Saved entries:
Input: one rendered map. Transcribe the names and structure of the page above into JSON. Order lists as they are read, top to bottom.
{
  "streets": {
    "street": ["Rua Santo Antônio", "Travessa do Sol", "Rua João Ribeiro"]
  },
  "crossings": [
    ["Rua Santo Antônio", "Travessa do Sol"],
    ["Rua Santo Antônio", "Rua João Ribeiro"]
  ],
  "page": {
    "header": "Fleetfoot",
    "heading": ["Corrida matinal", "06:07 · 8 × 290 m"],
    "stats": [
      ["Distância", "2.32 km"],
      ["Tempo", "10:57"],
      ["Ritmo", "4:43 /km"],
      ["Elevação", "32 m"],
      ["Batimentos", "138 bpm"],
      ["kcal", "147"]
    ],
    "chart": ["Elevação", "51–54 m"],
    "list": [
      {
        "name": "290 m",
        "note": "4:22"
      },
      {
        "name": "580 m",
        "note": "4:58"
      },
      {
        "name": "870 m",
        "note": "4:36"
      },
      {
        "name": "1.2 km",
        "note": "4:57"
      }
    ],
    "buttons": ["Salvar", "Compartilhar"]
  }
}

▸ What is required:
All of the data needs to be reproduced exactly, with no line missing.

▸ Result:
Input: one rendered map. Transcribe the names and structure of the page above into JSON. Order lists as they are read, top to bottom.
{
  "streets": {
    "street": ["Rua Santo Antônio", "Travessa do Sol", "Rua João Ribeiro"]
  },
  "crossings": [
    ["Rua Santo Antônio", "Travessa do Sol"],
    ["Rua Santo Antônio", "Rua João Ribeiro"]
  ],
  "page": {
    "header": "Fleetfoot",
    "heading": ["Corrida matinal", "06:07 · 8 × 290 m"],
    "stats": [
      ["Distância", "2.32 km"],
      ["Tempo", "10:57"],
      ["Ritmo", "4:43 /km"],
      ["Elevação", "32 m"],
      ["Batimentos", "138 bpm"],
      ["kcal", "147"]
    ],
    "chart": ["Elevação", "51–54 m"],
    "list": [
      {
        "name": "290 m",
        "note": "4:22"
      },
      {
        "name": "580 m",
        "note": "4:58"
      },
      {
        "name": "870 m",
        "note": "4:36"
      },
      {
        "name": "1.2 km",
        "note": "4:57"
      }
    ],
    "buttons": ["Salvar", "Compartilhar"]
  }
}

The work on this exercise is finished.